* _Input_
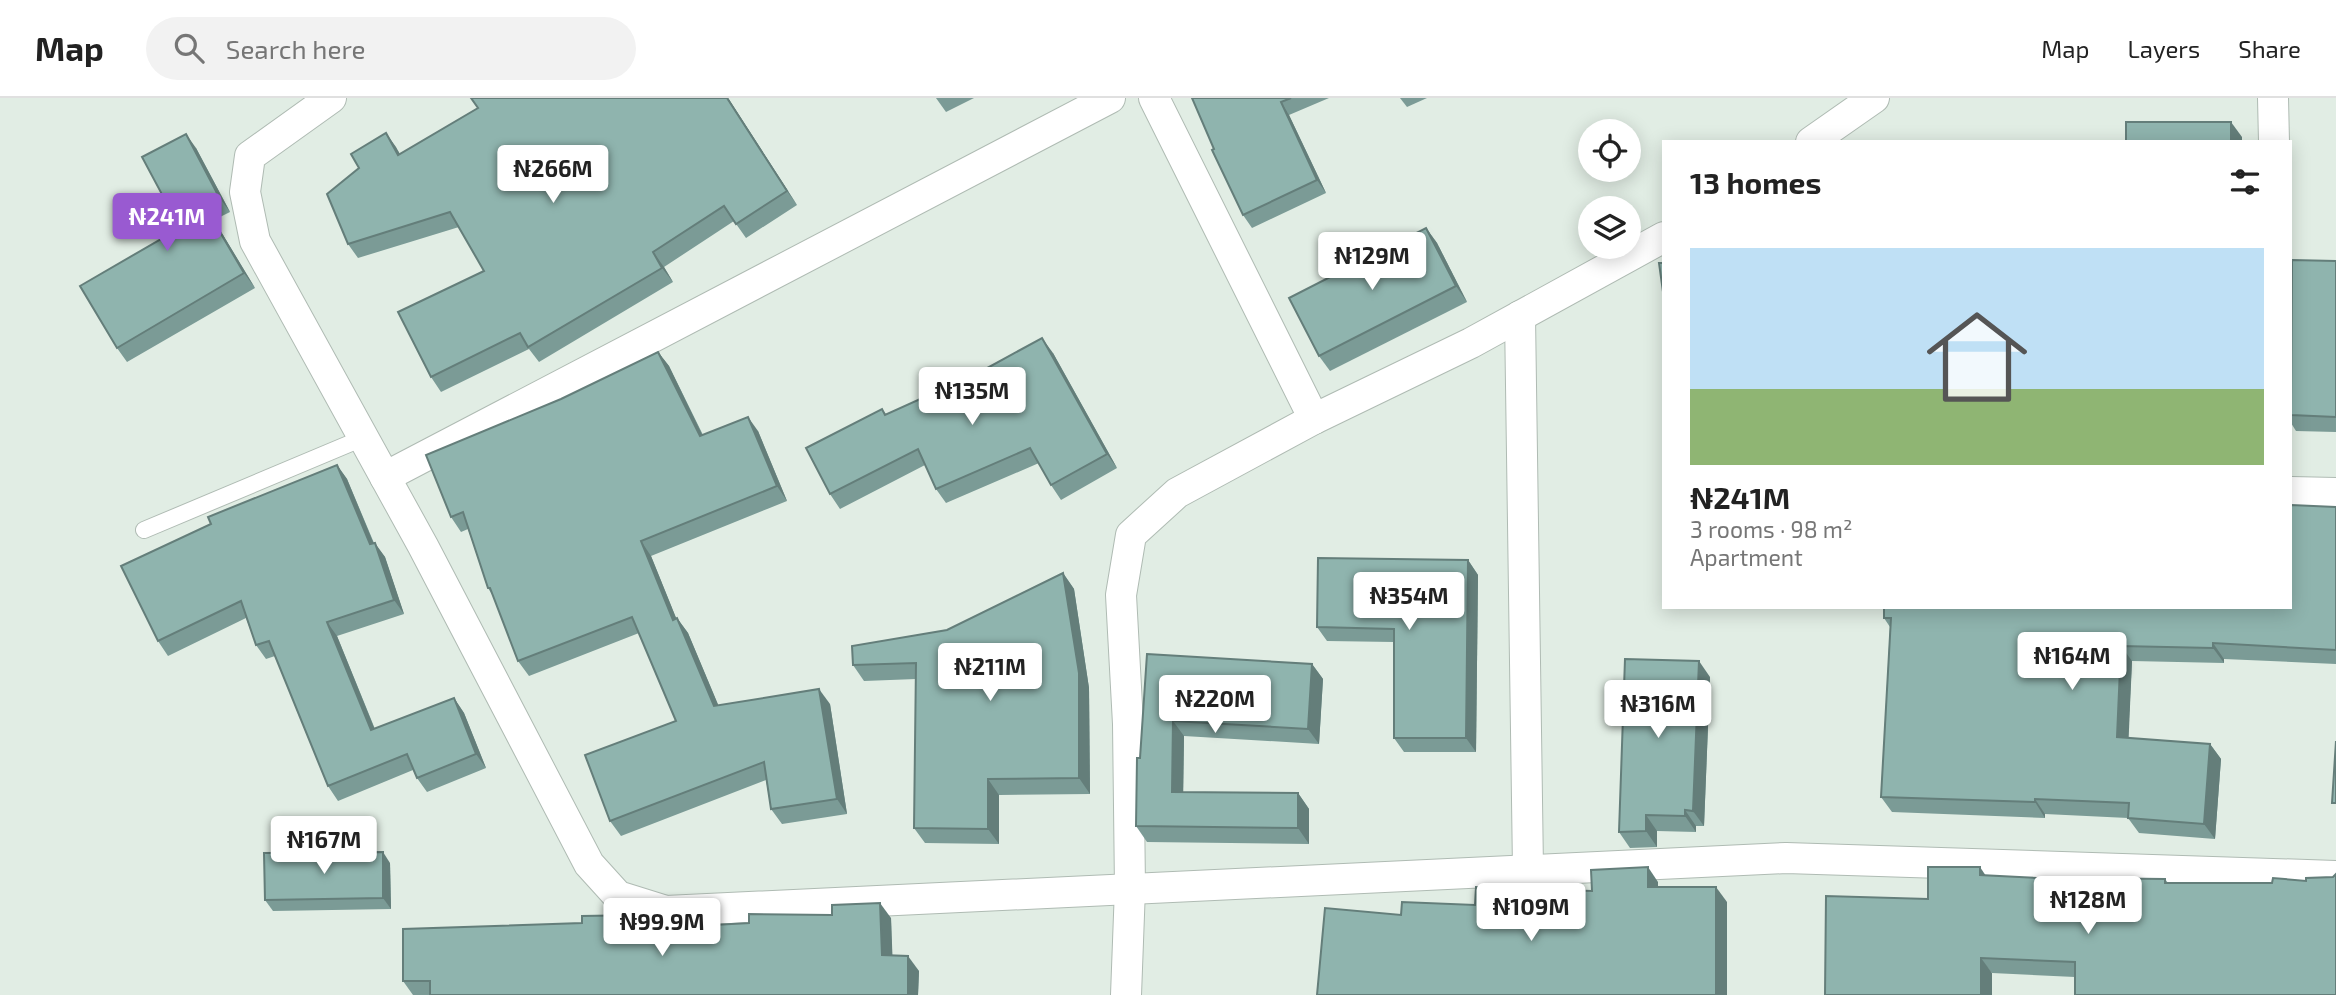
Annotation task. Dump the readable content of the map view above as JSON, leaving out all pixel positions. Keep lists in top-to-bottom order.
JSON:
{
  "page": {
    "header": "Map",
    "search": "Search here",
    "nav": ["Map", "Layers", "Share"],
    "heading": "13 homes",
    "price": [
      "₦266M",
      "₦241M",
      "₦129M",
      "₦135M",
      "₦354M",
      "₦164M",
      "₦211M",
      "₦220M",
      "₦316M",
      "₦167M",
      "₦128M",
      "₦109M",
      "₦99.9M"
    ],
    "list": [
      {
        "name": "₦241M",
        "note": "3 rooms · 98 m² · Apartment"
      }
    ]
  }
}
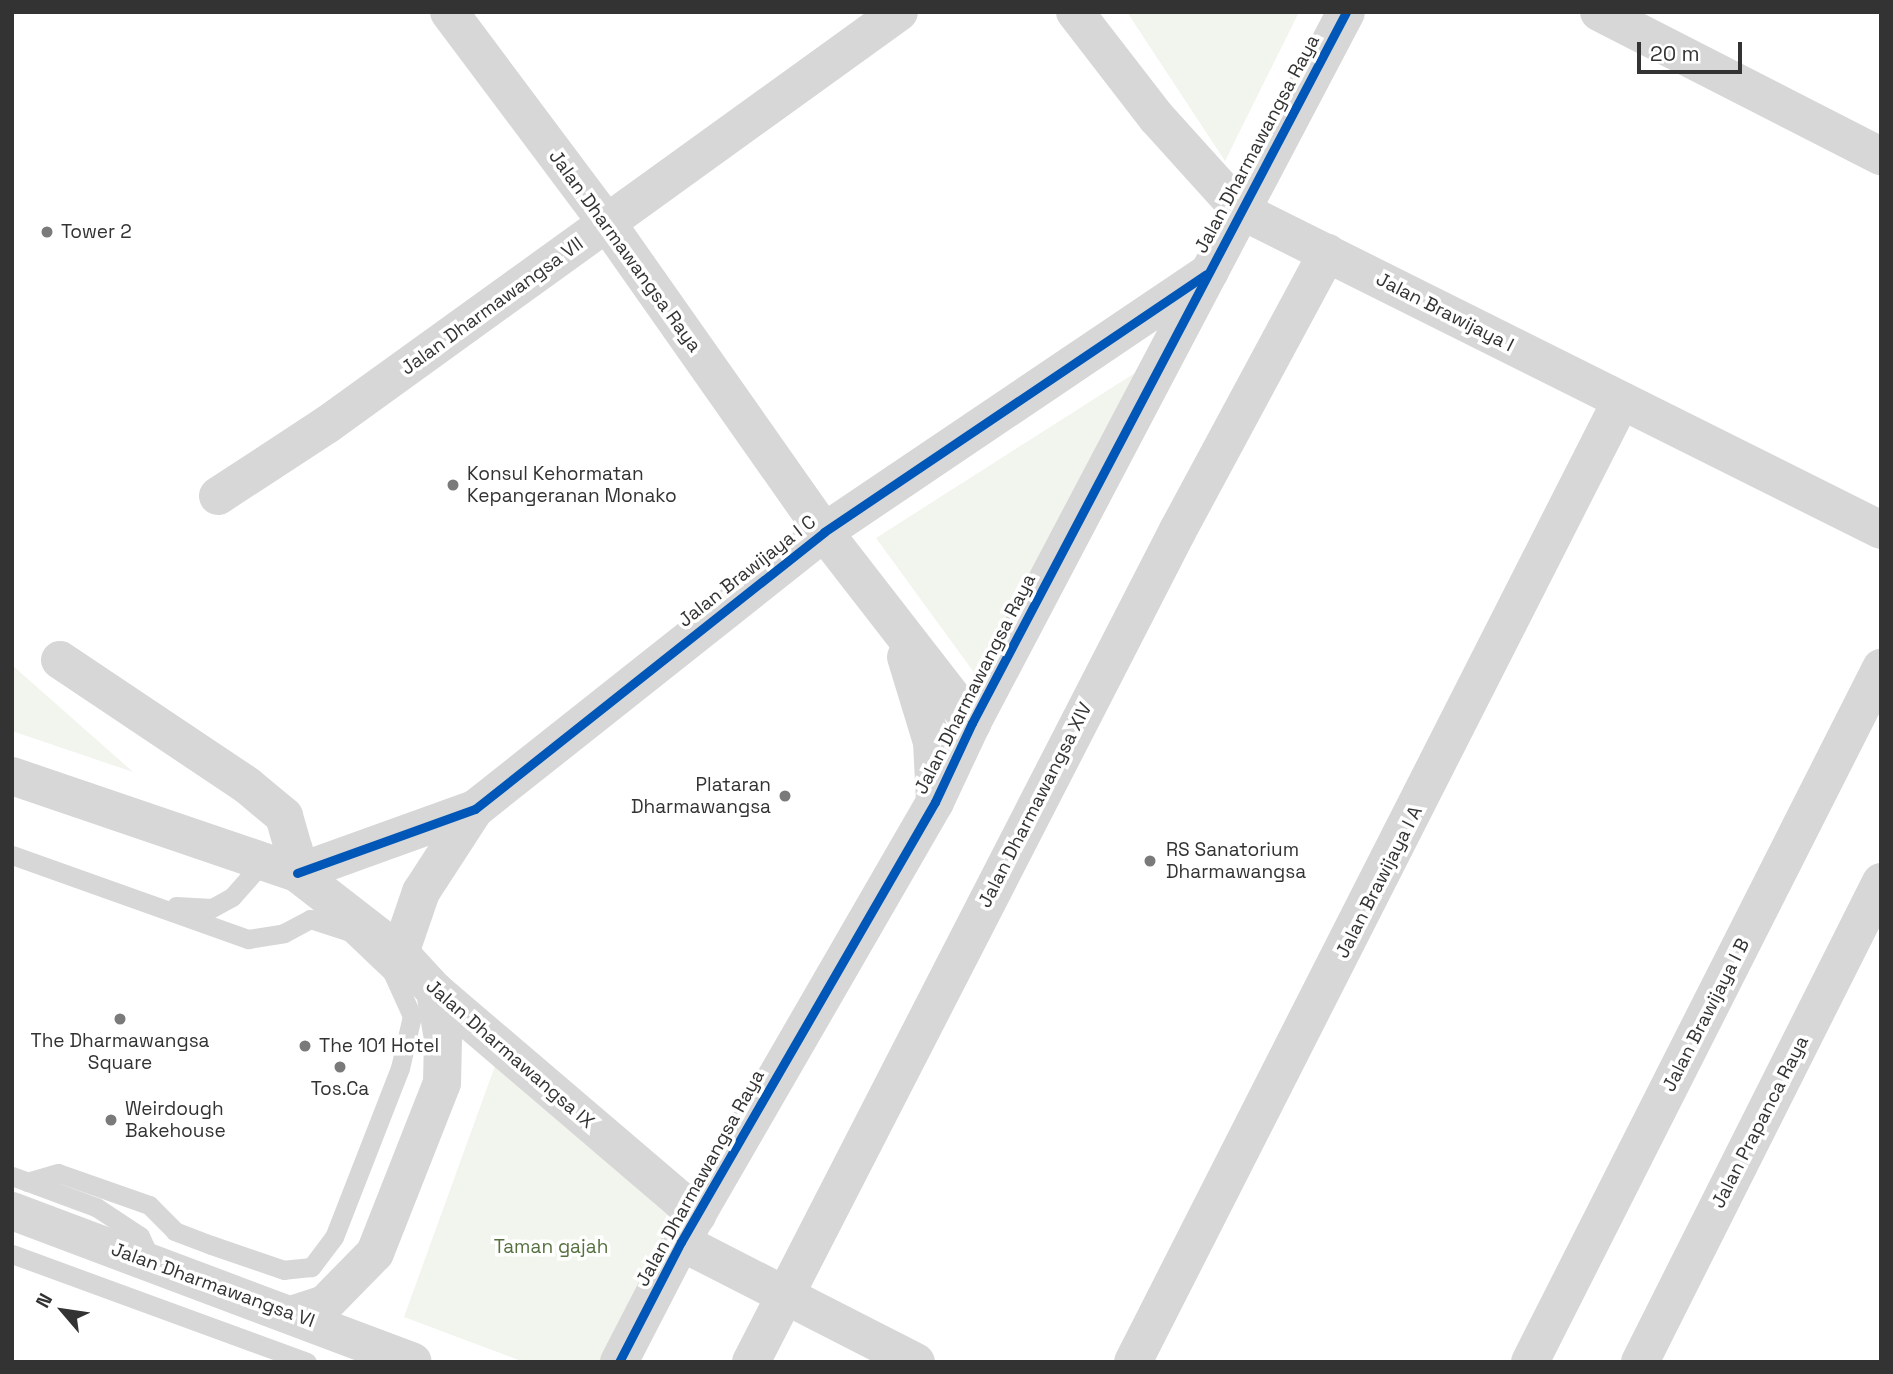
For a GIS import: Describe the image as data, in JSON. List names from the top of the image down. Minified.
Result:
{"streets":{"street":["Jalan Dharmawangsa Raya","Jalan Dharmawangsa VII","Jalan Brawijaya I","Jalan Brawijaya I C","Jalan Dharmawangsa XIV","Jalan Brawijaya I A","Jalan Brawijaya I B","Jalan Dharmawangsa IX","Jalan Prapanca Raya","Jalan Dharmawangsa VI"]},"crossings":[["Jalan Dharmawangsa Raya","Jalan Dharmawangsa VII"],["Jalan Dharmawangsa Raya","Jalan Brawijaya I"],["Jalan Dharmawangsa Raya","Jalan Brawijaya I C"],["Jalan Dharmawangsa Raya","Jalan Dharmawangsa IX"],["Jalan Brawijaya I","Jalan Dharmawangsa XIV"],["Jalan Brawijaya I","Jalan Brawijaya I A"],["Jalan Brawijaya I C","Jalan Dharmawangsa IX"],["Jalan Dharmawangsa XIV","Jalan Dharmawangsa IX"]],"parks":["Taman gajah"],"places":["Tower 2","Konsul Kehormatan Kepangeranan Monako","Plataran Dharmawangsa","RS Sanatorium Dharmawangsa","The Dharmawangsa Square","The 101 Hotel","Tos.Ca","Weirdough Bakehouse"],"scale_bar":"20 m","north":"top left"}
* * *
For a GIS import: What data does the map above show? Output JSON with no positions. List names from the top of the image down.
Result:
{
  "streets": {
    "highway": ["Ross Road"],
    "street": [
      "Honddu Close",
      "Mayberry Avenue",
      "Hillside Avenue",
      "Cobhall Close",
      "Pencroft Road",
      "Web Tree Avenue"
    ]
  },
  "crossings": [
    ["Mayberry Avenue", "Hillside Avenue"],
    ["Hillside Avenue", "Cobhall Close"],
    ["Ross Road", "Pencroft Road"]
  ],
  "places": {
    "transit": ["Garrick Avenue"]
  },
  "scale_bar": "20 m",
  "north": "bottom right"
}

* _Task goal_
Copy out, from the listing above, every line that contains the string "import".

* _Reply_
For a GIS import: Describe the image as data, in JSON. List names from the top of the image down. Minified.
For a GIS import: What data does the map above show? Output JSON with no positions. List names from the top of the image down.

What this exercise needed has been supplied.